__EXERCISE DESCRIPTION__
From the entries, copy each line that includes "column".

__DATA FOR THIS TASK__
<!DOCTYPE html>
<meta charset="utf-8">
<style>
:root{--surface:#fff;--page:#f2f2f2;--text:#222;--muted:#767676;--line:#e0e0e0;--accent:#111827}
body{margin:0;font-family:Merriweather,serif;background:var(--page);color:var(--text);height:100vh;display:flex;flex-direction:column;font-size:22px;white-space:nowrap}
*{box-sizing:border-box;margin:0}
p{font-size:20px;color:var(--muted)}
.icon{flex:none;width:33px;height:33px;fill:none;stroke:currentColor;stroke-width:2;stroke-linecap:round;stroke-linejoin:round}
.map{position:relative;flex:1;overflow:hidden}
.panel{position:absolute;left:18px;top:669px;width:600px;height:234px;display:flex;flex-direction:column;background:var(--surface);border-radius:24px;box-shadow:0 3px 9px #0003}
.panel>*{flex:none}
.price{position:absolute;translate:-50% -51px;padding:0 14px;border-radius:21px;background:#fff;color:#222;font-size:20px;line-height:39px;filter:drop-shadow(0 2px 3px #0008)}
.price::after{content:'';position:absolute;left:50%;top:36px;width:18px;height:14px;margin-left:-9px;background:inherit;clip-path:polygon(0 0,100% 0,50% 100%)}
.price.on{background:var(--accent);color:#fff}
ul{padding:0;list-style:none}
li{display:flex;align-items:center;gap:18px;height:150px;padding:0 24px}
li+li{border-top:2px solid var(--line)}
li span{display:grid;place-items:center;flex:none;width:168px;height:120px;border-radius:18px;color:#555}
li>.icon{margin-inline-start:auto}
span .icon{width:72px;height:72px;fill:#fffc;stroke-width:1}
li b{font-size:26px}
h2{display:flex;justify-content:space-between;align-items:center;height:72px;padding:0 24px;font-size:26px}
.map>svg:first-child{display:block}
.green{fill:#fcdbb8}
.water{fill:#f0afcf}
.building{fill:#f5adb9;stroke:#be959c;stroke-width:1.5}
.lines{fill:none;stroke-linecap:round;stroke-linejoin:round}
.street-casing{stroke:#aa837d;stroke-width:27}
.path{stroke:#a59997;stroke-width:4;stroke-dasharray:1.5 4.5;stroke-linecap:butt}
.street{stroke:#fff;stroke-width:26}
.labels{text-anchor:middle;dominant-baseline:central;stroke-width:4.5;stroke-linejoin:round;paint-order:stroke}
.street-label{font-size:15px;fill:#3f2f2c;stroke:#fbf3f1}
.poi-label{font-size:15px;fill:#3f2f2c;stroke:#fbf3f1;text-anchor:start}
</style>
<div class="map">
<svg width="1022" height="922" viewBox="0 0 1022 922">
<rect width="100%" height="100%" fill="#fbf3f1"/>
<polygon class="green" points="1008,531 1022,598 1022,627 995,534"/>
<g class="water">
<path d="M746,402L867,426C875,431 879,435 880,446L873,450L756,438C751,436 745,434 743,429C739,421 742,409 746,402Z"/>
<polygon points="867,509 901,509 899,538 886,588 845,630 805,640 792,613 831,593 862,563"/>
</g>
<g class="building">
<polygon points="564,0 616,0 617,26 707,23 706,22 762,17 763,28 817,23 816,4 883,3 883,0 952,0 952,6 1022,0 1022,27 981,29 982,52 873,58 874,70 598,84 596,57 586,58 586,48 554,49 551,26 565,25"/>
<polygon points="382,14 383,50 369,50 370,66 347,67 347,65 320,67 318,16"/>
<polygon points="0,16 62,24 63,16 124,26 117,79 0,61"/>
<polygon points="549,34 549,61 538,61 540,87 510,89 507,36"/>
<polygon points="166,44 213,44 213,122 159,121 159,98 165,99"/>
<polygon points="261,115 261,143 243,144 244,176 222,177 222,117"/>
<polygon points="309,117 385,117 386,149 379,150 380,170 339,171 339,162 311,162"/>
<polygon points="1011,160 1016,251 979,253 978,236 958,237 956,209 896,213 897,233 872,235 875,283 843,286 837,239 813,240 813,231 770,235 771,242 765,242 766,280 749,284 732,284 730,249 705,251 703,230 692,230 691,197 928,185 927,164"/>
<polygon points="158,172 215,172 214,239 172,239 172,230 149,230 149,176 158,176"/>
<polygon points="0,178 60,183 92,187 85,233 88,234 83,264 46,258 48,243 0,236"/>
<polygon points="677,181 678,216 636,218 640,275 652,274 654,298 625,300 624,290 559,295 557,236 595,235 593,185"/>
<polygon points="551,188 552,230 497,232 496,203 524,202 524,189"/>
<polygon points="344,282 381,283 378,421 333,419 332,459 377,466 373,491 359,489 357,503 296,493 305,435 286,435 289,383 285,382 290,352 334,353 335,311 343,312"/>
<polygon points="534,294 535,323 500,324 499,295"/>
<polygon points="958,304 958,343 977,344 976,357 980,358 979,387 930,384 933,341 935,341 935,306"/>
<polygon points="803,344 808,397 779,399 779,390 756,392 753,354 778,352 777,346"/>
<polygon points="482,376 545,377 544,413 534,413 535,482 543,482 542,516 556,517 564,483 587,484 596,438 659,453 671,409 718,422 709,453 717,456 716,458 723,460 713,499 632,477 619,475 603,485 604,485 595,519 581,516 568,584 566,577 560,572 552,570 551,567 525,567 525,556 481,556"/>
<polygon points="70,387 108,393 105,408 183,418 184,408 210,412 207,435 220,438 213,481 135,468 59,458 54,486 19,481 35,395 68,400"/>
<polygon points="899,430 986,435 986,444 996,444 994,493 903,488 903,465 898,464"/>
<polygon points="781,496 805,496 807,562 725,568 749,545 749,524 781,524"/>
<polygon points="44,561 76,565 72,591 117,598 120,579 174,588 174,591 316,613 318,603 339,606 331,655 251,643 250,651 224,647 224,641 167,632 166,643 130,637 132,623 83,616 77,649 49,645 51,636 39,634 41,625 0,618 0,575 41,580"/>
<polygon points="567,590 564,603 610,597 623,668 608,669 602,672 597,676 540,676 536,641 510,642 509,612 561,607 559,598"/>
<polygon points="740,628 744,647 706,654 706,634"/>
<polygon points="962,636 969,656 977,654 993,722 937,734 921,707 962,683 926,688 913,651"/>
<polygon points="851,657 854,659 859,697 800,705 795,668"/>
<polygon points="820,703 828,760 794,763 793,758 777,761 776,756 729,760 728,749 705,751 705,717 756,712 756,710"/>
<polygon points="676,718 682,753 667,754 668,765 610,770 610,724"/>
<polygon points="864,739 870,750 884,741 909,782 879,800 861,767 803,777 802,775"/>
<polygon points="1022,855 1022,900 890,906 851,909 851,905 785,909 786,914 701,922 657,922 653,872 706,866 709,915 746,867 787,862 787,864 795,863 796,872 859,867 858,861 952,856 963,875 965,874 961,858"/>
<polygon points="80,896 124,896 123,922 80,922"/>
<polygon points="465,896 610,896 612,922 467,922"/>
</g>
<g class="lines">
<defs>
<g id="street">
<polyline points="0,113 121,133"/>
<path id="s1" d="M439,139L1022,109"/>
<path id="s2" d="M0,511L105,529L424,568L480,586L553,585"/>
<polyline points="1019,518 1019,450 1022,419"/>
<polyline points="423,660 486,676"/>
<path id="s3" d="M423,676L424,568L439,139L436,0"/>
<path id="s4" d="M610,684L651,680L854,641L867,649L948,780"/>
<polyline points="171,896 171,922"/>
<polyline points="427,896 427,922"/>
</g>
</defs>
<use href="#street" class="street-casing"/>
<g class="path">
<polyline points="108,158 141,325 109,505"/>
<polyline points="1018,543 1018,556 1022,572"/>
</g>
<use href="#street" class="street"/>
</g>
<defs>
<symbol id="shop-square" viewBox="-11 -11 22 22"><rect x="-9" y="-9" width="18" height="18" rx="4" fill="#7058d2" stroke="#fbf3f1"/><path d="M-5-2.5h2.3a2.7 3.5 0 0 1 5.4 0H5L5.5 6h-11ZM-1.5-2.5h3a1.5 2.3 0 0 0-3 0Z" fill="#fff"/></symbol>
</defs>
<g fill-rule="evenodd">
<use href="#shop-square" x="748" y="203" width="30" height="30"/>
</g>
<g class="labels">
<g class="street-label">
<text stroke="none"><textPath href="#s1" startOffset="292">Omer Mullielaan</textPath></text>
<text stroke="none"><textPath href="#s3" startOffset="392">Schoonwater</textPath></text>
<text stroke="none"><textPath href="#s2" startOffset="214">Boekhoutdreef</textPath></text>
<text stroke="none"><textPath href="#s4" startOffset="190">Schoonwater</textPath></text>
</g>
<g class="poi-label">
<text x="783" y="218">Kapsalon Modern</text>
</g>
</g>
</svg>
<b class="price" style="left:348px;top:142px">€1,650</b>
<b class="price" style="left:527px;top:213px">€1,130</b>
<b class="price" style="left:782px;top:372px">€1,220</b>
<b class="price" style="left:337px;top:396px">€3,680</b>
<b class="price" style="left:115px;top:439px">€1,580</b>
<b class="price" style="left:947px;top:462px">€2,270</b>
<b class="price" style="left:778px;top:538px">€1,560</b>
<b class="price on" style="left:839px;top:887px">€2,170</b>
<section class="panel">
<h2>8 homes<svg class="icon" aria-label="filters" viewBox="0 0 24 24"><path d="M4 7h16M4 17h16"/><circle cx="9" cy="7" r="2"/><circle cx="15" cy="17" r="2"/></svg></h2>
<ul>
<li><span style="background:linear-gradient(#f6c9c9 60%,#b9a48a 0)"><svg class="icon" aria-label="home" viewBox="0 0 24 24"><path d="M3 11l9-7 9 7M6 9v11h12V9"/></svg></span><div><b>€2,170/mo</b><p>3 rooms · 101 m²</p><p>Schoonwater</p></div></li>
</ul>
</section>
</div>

__PROBLEM SOLUTION__
body{margin:0;font-family:Merriweather,serif;background:var(--page);color:var(--text);height:100vh;display:flex;flex-direction:column;font-size:22px;white-space:nowrap}
.panel{position:absolute;left:18px;top:669px;width:600px;height:234px;display:flex;flex-direction:column;background:var(--surface);border-radius:24px;box-shadow:0 3px 9px #0003}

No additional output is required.